L'histoire :
En 1997, l’Angleterre est devenue un Etat totalitaire, à la suite d’une guerre nucléaire. L’ordre et l’oppression y règnent en maîtres. Les camps de répression sont là pour « éduquer » le peuple et l’ombre de Big Brother plane sur la capitale. Les libertés individuelles n’existent plus. Rapidement, des attentats perpétrés contre les symboles du pouvoir vont fissurer cet ordre. Caché derrière un masque affichant un sourire narquois, V en est l’auteur. Son identité est floue : à la fois cruel et romantique, V brille par ses ruses, son intelligence mais aussi par son absence de morale. Cristallisant l’arbitraire du pouvoir et la violence aveugle, V apparaît comme la réponse à cette société et le reflet de ce qu’elle est devenue. Nourri d’une culture encyclopédique disparue (puisque interdite par la propagande), épris de littérature, d’art et de musique, V s’attaque à l’autorité, animé par la haine et une sourde colère. En détruisant, V cherche à enfanter une nouvelle société et à retrouver l’essence même de la liberté et de la justice. Pour l’aider dans sa tâche, le vengeur masqué va sauver et recueillir une jeune fille, Evey, alors sur le point d’être violée par des membres de la police…
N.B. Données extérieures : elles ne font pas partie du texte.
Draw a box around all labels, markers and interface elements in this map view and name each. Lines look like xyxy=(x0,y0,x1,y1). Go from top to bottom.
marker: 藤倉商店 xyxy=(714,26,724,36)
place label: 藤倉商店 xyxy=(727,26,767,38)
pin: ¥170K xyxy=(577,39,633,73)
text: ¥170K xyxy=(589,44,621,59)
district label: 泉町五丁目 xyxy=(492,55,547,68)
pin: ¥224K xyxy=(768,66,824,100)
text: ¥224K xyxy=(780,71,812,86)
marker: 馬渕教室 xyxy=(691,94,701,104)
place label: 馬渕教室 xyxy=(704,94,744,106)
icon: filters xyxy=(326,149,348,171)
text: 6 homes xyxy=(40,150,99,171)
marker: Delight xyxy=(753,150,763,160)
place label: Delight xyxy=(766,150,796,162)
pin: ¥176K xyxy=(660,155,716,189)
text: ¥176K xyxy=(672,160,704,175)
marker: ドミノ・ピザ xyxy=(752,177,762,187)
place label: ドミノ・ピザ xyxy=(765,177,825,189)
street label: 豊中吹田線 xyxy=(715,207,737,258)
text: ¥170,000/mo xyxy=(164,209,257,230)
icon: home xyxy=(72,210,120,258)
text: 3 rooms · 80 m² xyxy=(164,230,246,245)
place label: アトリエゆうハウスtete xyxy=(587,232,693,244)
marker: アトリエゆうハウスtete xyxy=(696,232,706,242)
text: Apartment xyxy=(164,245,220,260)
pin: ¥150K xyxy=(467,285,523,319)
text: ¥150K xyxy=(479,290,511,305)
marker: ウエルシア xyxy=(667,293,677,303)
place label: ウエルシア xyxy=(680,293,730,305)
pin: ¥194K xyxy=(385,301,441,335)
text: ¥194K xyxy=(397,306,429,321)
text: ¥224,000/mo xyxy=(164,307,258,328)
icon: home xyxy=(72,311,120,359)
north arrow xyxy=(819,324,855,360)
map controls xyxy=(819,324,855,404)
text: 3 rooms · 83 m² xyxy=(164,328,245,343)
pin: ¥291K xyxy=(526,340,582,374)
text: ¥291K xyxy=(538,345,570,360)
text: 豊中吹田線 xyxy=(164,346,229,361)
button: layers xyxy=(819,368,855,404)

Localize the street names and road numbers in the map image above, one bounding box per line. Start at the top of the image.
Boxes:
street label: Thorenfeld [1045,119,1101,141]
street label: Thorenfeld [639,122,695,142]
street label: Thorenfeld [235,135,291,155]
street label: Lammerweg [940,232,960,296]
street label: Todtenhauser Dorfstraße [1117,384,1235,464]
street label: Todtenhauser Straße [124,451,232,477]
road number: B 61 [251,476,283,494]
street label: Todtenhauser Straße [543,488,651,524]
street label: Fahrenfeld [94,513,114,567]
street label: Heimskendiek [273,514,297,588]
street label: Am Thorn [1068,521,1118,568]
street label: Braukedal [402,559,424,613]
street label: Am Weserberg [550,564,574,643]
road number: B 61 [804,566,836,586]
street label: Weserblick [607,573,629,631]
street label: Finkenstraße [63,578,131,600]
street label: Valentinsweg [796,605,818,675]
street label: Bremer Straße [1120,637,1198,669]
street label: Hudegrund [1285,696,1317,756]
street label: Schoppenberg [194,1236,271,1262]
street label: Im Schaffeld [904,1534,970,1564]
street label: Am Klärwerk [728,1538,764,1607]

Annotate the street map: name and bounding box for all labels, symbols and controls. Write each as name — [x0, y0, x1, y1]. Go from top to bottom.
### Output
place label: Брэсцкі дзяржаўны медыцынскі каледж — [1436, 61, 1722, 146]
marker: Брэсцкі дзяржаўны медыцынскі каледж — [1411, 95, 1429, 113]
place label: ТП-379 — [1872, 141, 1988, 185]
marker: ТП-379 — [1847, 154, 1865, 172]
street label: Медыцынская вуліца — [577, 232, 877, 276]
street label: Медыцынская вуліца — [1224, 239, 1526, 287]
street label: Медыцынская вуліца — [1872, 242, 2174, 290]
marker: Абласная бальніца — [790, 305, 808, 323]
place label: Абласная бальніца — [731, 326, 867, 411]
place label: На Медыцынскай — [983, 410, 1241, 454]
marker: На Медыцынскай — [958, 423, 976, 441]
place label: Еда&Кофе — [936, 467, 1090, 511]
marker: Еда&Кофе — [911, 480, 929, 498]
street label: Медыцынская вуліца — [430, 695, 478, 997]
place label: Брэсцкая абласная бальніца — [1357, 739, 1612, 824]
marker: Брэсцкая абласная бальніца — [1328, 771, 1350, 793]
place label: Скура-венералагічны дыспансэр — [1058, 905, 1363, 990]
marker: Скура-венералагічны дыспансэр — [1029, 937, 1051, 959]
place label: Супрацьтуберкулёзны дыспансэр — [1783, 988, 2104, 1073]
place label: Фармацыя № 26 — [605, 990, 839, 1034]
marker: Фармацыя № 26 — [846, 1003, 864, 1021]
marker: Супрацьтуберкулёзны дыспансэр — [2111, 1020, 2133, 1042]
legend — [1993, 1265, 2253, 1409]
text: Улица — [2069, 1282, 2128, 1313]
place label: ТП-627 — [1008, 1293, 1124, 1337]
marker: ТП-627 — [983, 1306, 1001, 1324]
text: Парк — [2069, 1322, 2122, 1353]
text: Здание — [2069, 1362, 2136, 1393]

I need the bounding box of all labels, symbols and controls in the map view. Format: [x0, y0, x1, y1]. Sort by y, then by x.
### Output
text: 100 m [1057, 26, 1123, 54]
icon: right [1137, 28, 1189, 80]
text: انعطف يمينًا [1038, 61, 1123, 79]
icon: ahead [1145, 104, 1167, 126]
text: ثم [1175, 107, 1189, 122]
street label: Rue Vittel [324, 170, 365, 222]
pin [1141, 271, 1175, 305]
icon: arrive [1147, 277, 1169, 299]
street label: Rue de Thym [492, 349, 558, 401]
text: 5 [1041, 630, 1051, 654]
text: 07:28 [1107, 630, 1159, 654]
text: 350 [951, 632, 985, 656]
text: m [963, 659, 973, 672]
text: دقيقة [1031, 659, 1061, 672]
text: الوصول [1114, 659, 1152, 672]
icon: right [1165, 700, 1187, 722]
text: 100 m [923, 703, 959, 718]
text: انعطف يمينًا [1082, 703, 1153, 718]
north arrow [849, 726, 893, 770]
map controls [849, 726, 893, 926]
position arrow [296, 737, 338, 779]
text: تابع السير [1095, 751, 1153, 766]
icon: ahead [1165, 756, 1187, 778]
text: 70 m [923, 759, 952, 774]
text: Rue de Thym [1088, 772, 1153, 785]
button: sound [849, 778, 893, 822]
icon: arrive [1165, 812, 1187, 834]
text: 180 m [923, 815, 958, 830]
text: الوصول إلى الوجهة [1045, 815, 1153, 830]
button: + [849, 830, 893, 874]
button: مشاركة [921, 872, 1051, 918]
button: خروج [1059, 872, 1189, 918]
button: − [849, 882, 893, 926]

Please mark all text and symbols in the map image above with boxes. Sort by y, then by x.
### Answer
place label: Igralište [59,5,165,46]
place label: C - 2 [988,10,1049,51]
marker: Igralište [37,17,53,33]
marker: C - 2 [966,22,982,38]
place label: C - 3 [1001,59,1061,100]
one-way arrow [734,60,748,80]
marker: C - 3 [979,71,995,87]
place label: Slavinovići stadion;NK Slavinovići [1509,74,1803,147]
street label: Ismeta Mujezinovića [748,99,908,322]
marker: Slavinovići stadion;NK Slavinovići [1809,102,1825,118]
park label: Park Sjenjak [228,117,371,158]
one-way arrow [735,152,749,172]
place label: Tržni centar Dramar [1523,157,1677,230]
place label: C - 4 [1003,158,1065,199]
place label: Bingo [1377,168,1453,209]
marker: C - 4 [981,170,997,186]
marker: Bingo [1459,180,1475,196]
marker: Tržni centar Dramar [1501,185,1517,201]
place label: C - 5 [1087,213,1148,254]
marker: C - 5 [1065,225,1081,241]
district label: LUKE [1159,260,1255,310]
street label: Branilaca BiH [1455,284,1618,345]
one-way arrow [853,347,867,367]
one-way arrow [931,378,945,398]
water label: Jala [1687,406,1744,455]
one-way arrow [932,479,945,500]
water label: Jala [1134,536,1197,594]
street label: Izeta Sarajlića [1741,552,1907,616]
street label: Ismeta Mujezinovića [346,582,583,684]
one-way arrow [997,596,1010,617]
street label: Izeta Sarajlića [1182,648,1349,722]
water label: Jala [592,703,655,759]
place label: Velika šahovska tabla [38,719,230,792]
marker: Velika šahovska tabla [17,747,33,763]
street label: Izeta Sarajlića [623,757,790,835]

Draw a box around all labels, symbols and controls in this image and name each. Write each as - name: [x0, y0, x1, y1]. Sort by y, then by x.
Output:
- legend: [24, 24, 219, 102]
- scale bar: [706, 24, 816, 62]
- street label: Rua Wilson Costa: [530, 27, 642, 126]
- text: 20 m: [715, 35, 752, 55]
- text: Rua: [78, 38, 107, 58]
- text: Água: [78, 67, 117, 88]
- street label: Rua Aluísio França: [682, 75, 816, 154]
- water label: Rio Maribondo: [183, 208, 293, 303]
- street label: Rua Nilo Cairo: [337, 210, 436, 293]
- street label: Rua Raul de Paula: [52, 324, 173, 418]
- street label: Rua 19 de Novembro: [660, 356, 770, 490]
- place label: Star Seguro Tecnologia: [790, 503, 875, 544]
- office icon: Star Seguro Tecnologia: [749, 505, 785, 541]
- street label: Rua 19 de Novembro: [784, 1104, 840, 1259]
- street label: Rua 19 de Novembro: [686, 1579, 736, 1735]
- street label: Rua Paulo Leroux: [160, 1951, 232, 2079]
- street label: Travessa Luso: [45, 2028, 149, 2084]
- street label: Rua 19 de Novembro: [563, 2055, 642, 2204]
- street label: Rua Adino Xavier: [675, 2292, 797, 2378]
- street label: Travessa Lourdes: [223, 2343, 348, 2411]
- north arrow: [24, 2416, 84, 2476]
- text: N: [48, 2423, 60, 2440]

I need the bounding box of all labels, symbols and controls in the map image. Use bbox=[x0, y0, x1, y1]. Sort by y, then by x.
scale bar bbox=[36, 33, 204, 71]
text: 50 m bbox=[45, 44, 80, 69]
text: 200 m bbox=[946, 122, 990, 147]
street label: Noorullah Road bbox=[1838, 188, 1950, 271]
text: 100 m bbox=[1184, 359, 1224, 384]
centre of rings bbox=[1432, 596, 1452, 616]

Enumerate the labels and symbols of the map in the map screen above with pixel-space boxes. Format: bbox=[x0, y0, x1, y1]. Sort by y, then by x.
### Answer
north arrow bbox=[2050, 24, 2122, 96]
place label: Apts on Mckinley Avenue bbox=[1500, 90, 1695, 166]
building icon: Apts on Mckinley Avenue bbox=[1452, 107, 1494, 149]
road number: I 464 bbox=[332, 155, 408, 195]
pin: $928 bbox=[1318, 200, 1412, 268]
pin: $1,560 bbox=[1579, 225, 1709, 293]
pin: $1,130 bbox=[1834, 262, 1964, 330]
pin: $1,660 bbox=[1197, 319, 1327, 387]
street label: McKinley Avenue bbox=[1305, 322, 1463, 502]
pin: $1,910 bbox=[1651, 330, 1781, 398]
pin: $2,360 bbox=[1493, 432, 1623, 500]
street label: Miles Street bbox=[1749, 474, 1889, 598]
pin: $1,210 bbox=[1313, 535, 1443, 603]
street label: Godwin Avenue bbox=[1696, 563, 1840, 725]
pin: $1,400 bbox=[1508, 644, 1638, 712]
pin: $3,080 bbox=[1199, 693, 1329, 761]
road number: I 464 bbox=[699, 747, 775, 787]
Ce qu'on en pense sur la planète BD :
Est-ce un hasard si V pour Vendetta a obtenu le prix du meilleur album étranger au festival d’Angoulême en 1990 ? Ne soyons pas frileux devant les superlatifs, V est un chef d’œuvre. La narration brille par sa lucidité, sa précision et sa profondeur. L’auteur nous met en garde face aux terribles dangers des états totalitaires, nous proposant une redécouverte des notions de liberté, de justice, dans une société déshumanisée où le divertissement n’est qu’une propagande déguisée et l'exploitation des peurs la condition de l'aliénation. Alan Moore soulève des questions morales de fond en nous laissant libres de nos réponses : V symbolise la quête pour la liberté, mais il utilise des moyens douteux (les attentats). Dès lors, peut-on faire à autrui ce que nous lui reprochons, et la fin, aussi légitime soit-elle, justifie-t-elle les moyens ? Notre sentiment à l’égard de V oscille entre dégoût et fascination, dans la mesure où il se révèle tantôt fou à lier, tantôt parfaitement lucide. V n’est pourtant pas moins fou que l’Etat dans lequel il vit. Anarchiste, il incarne parfaitement la tendance des sociétés totalitaires à semer les germes de leur propre destruction. A l’analyse morale et politique s’ajoute un récit rythmé et prenant. A propos de V, le lecteur brûle de connaître sa véritable identité et le sort final réservé à son action. En outre, le dessin de David Lloyd, souvent critiqué, est pourtant à la hauteur du scénario. La sobriété du trait, en appuyant la subtilité du récit, est au service de la réflexion générale. Attention, ne nous trompons pas : V incarne moins un personnage qu’un idéal. Il nous propose des valeurs et un horizon dans un monde désenchanté. Alors V pour Virtuosité et V pour Vigilance…Un récit terriblement actuel.